▶ [DATASET EXTRACT]
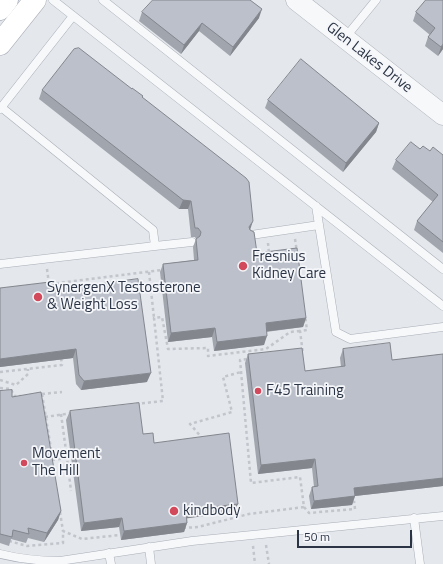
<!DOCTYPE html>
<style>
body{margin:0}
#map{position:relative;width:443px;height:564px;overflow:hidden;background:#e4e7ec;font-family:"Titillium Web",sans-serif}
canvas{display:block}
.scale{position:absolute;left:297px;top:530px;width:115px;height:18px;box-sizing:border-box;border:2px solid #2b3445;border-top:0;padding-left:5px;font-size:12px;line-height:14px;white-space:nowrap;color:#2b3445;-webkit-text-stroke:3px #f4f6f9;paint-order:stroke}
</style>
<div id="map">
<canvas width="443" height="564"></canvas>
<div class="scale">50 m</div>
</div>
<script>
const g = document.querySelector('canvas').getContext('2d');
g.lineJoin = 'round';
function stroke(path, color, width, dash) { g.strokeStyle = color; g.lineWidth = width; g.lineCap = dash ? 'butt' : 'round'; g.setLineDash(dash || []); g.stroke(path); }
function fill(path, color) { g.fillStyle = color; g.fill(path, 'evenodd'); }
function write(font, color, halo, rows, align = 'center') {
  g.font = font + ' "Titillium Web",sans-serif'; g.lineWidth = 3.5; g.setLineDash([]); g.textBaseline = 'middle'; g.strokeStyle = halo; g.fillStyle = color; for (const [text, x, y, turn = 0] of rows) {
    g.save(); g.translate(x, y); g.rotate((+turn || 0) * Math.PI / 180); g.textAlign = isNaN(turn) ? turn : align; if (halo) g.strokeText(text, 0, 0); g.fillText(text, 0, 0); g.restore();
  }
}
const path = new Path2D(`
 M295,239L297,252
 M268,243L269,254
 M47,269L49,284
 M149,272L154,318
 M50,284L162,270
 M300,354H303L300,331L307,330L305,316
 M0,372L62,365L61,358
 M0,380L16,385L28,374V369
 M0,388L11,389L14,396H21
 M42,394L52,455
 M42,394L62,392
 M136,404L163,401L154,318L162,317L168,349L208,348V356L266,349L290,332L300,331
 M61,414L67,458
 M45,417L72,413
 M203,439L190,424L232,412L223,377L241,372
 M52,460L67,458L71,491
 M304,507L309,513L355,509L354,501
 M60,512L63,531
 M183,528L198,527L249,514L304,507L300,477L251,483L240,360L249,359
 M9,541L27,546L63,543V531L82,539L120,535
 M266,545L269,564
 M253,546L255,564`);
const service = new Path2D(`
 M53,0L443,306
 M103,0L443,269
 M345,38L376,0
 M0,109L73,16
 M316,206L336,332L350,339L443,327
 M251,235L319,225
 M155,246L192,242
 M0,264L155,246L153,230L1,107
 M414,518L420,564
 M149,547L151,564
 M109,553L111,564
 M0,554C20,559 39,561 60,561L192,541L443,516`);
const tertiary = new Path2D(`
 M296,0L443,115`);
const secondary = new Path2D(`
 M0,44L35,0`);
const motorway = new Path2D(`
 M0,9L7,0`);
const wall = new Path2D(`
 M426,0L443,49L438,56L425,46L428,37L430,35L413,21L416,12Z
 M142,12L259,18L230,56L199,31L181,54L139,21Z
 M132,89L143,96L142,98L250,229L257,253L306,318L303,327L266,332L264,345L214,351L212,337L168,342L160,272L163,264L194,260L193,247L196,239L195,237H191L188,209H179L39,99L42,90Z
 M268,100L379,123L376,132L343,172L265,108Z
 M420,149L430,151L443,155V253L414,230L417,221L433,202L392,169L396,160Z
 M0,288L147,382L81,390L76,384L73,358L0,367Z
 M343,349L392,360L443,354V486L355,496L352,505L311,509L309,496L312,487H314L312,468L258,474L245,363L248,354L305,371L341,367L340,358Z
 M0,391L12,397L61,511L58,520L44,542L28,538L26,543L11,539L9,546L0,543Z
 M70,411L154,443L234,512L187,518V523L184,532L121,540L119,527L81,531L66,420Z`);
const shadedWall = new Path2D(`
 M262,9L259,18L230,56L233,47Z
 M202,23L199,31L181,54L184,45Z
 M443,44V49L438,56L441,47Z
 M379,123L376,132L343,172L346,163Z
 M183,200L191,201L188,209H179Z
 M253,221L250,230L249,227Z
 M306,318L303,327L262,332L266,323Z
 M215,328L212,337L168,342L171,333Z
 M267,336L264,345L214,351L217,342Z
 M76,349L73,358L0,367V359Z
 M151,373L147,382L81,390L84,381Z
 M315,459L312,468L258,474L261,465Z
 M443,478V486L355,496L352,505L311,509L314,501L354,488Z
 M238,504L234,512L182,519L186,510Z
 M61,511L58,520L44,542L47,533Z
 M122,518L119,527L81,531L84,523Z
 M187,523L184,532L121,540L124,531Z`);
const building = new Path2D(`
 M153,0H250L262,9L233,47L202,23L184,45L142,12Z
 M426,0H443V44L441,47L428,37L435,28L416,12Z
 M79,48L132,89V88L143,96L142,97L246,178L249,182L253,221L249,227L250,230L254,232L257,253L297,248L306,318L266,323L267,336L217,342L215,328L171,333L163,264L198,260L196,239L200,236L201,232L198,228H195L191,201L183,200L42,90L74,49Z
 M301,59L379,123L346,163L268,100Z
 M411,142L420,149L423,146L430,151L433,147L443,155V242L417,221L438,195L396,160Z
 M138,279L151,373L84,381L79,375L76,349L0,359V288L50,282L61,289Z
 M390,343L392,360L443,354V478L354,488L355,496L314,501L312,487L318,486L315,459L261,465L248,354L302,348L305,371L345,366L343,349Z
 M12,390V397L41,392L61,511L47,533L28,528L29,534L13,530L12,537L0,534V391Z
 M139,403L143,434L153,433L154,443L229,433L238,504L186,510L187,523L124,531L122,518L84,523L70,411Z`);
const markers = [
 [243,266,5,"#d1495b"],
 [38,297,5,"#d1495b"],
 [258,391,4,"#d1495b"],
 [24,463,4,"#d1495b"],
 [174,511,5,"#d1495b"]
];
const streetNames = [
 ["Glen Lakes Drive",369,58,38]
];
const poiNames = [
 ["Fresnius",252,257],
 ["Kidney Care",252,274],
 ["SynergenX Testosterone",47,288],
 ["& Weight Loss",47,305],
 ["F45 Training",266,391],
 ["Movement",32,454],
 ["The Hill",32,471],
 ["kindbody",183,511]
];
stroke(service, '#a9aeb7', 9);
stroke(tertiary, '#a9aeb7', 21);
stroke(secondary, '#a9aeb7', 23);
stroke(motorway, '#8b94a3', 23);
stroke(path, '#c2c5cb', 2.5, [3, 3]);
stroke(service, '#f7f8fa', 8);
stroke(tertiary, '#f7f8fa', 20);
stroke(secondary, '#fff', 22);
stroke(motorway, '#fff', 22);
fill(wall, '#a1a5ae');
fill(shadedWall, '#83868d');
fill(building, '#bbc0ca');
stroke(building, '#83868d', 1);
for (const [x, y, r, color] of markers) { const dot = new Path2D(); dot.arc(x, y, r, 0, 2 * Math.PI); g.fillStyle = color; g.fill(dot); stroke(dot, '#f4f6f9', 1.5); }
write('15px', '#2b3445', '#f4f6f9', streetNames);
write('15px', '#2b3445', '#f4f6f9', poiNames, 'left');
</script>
* * *
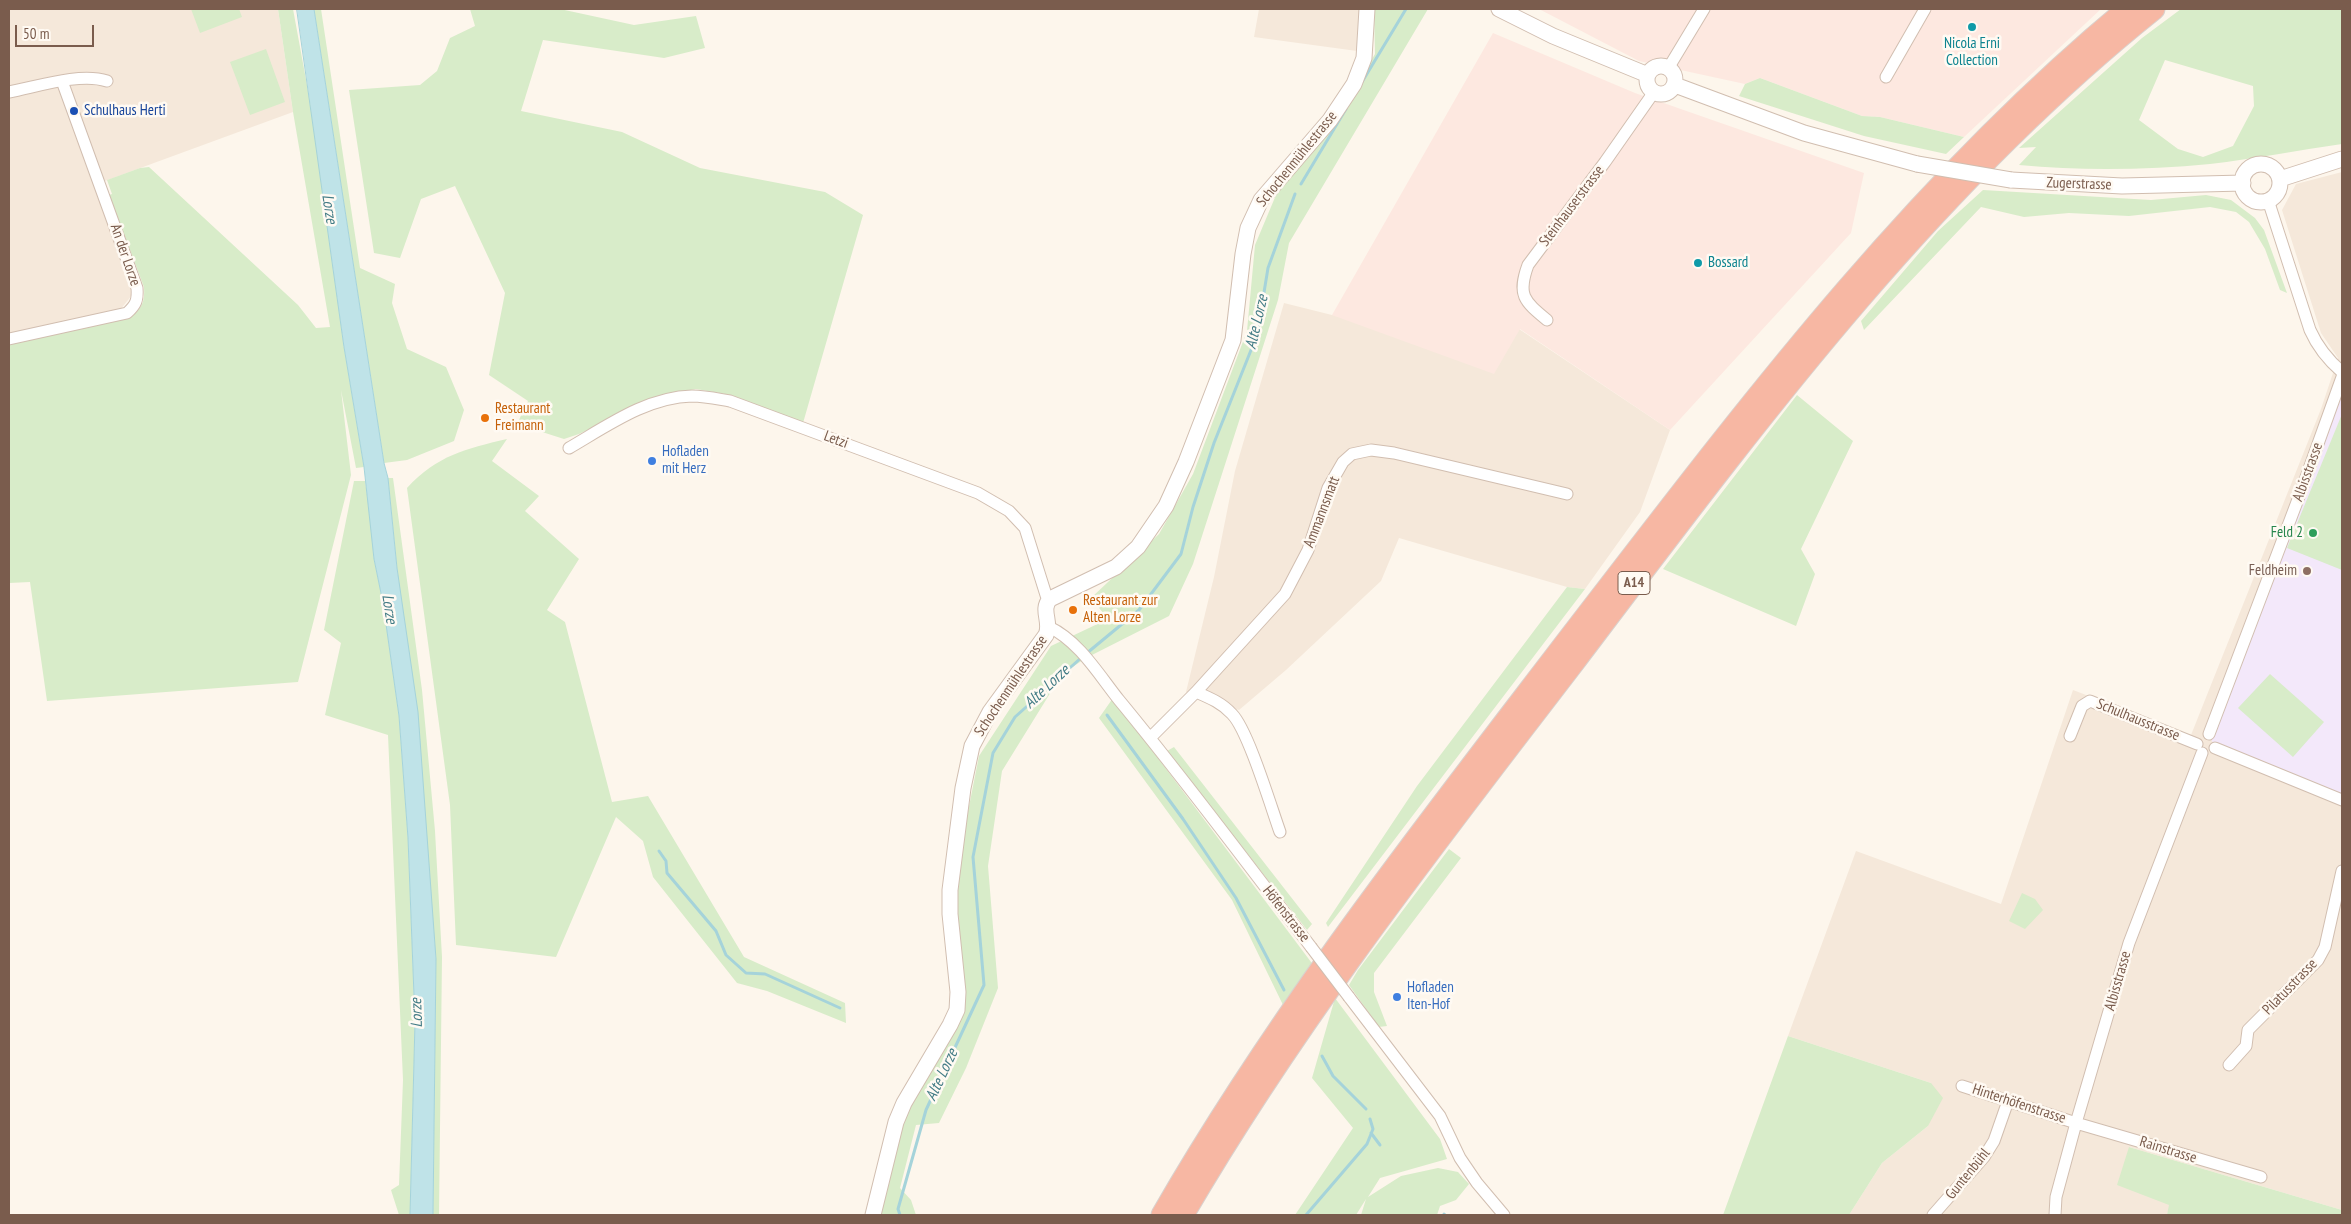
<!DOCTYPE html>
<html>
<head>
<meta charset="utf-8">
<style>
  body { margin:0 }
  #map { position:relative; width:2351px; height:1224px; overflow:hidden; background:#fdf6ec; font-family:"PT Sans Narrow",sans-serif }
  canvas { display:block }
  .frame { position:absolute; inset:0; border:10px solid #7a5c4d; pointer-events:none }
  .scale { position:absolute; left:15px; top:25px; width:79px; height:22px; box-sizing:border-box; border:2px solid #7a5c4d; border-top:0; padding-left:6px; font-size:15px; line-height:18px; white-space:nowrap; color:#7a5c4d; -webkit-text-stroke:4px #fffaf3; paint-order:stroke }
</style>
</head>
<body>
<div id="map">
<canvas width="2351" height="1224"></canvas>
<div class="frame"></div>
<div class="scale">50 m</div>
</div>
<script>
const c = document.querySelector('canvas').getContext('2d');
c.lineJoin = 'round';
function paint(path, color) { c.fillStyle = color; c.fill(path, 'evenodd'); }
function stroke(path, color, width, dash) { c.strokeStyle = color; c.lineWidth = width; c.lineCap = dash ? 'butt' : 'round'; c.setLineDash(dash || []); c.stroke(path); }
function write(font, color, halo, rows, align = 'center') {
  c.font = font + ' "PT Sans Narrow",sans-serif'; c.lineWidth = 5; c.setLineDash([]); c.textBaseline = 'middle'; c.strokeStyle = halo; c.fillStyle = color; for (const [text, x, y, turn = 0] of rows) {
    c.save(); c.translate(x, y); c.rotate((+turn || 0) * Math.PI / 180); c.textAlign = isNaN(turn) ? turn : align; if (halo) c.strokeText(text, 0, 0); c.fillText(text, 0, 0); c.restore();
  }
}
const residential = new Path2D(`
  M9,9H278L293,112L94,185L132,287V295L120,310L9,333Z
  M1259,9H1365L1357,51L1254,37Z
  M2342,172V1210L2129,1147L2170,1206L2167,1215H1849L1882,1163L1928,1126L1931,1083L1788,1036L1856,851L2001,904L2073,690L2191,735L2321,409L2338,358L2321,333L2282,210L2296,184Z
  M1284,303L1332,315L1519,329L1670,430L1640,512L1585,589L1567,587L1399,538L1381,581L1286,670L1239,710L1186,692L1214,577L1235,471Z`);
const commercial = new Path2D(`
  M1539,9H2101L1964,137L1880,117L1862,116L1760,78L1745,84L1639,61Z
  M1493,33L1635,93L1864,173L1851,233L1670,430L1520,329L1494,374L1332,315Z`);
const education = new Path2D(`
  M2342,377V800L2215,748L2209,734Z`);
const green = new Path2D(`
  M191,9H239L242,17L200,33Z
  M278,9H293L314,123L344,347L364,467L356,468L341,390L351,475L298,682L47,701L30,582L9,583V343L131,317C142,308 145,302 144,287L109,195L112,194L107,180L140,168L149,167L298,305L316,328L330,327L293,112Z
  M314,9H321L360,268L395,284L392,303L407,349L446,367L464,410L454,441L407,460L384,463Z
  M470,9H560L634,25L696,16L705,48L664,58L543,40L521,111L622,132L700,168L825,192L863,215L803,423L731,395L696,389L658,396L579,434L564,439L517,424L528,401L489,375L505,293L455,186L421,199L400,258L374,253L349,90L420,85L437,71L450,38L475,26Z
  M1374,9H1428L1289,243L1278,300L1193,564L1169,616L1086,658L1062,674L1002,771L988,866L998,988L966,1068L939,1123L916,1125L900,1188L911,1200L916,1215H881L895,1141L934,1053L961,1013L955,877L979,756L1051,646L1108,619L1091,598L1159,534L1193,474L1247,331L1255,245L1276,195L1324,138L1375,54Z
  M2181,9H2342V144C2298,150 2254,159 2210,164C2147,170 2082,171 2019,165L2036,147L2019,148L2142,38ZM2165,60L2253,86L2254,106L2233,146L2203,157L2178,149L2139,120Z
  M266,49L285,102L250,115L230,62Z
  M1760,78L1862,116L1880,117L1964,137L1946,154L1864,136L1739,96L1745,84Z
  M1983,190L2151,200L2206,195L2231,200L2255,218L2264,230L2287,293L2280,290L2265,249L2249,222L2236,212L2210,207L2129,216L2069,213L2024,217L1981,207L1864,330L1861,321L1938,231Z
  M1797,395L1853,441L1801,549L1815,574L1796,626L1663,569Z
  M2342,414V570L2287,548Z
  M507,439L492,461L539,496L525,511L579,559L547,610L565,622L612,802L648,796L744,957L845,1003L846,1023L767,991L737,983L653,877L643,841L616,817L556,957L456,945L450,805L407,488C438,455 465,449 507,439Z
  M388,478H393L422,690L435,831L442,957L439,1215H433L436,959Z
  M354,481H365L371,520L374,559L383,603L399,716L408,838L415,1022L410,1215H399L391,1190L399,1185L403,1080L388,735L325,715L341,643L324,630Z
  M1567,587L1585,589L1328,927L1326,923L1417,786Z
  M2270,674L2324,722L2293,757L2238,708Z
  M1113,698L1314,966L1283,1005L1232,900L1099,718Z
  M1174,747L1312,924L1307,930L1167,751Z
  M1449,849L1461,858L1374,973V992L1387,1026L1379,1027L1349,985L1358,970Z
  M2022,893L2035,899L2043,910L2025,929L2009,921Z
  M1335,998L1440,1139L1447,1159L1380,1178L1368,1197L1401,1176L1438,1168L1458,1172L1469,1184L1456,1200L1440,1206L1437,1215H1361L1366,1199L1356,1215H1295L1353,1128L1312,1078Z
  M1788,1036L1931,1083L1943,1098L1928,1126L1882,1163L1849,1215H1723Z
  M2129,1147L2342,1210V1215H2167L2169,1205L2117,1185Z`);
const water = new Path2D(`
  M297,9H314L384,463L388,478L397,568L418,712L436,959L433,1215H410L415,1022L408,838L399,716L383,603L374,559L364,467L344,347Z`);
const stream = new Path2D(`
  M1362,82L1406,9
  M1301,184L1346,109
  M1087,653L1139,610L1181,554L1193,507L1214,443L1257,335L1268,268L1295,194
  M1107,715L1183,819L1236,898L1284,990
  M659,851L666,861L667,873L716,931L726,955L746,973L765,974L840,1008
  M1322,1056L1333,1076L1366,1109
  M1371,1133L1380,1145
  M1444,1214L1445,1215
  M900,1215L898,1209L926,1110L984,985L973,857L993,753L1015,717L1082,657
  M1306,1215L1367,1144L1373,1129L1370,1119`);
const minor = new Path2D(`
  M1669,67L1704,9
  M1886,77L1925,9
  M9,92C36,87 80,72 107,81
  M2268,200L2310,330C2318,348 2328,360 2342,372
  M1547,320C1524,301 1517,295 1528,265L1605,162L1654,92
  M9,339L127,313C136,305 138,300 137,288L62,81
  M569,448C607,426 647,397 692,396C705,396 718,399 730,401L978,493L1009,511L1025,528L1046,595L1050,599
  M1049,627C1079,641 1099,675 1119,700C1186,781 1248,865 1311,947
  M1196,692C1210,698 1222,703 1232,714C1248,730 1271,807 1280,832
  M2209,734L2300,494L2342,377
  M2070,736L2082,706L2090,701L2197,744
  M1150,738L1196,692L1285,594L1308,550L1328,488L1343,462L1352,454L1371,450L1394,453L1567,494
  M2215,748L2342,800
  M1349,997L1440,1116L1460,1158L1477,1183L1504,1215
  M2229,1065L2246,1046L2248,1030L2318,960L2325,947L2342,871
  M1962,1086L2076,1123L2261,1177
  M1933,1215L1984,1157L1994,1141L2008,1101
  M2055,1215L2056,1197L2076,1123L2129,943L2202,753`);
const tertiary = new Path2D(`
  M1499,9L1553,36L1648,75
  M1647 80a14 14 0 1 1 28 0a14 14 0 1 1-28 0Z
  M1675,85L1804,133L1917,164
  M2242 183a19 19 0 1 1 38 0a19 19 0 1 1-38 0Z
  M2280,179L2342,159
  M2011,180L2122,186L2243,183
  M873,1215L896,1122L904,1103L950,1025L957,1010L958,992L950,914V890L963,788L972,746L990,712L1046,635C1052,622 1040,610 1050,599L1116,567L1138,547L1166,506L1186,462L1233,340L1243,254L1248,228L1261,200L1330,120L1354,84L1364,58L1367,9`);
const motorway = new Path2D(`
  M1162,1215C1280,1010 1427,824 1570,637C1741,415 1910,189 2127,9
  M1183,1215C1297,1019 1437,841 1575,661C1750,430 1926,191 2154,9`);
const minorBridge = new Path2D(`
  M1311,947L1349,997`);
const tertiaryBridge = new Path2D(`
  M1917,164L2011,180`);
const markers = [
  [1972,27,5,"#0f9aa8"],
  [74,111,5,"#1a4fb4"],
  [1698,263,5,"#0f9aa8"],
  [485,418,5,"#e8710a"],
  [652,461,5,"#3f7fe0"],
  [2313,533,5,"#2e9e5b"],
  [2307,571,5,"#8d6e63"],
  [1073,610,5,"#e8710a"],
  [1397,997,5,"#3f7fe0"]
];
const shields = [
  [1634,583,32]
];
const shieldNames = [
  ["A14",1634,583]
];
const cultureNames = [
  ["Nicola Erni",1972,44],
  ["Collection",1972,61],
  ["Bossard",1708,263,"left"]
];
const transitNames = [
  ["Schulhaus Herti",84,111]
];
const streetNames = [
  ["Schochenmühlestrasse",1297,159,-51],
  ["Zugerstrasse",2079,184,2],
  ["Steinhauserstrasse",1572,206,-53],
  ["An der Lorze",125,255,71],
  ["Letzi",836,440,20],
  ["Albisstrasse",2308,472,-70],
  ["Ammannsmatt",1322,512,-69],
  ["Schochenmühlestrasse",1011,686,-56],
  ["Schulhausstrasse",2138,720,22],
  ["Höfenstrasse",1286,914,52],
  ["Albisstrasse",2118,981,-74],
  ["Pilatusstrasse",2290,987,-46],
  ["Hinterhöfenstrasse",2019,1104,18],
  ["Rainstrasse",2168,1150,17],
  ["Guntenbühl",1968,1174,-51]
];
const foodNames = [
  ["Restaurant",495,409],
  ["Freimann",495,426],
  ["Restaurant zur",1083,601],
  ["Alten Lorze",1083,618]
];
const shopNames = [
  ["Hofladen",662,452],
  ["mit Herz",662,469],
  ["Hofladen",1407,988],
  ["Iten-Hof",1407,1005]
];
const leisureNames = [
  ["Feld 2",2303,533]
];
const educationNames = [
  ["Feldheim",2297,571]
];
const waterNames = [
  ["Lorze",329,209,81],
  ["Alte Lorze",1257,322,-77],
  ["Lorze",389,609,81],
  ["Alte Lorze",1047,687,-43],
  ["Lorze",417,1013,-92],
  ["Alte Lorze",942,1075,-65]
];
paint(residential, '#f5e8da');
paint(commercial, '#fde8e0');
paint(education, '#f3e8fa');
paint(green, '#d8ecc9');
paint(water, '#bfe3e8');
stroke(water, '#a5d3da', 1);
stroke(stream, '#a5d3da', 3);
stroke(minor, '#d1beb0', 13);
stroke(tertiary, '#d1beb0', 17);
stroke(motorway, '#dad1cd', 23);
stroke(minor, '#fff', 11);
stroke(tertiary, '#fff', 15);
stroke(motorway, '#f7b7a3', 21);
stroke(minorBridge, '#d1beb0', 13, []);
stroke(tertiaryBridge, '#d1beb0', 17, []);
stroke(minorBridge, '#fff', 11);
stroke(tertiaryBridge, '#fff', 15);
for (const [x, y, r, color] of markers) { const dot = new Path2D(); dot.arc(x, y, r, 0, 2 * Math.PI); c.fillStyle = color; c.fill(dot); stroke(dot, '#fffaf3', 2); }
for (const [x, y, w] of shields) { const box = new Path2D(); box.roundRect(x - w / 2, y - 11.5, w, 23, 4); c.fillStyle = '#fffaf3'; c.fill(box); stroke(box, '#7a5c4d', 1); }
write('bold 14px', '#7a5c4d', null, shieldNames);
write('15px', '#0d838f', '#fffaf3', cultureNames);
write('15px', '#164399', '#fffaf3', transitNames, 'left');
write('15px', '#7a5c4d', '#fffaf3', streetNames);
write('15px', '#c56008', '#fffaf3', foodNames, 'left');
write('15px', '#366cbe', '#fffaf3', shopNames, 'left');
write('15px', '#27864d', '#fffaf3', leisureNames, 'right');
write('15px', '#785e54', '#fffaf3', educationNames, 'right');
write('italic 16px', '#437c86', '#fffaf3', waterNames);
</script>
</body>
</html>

▶ [ASSIGNMENT]
Transcribe, exactly and without additions, the lines of the records above, beginning with the line that contains "M0,288L147,382L81,390L76,384L73,358L0,367Z" and ending with the line that contains "M138,279L151,373L84,381L79,375L76,349L0,359V288L50,282L61,289Z", both included.

▶ [RESULT BELOW]
 M0,288L147,382L81,390L76,384L73,358L0,367Z
 M343,349L392,360L443,354V486L355,496L352,505L311,509L309,496L312,487H314L312,468L258,474L245,363L248,354L305,371L341,367L340,358Z
 M0,391L12,397L61,511L58,520L44,542L28,538L26,543L11,539L9,546L0,543Z
 M70,411L154,443L234,512L187,518V523L184,532L121,540L119,527L81,531L66,420Z`);
const shadedWall = new Path2D(`
 M262,9L259,18L230,56L233,47Z
 M202,23L199,31L181,54L184,45Z
 M443,44V49L438,56L441,47Z
 M379,123L376,132L343,172L346,163Z
 M183,200L191,201L188,209H179Z
 M253,221L250,230L249,227Z
 M306,318L303,327L262,332L266,323Z
 M215,328L212,337L168,342L171,333Z
 M267,336L264,345L214,351L217,342Z
 M76,349L73,358L0,367V359Z
 M151,373L147,382L81,390L84,381Z
 M315,459L312,468L258,474L261,465Z
 M443,478V486L355,496L352,505L311,509L314,501L354,488Z
 M238,504L234,512L182,519L186,510Z
 M61,511L58,520L44,542L47,533Z
 M122,518L119,527L81,531L84,523Z
 M187,523L184,532L121,540L124,531Z`);
const building = new Path2D(`
 M153,0H250L262,9L233,47L202,23L184,45L142,12Z
 M426,0H443V44L441,47L428,37L435,28L416,12Z
 M79,48L132,89V88L143,96L142,97L246,178L249,182L253,221L249,227L250,230L254,232L257,253L297,248L306,318L266,323L267,336L217,342L215,328L171,333L163,264L198,260L196,239L200,236L201,232L198,228H195L191,201L183,200L42,90L74,49Z
 M301,59L379,123L346,163L268,100Z
 M411,142L420,149L423,146L430,151L433,147L443,155V242L417,221L438,195L396,160Z
 M138,279L151,373L84,381L79,375L76,349L0,359V288L50,282L61,289Z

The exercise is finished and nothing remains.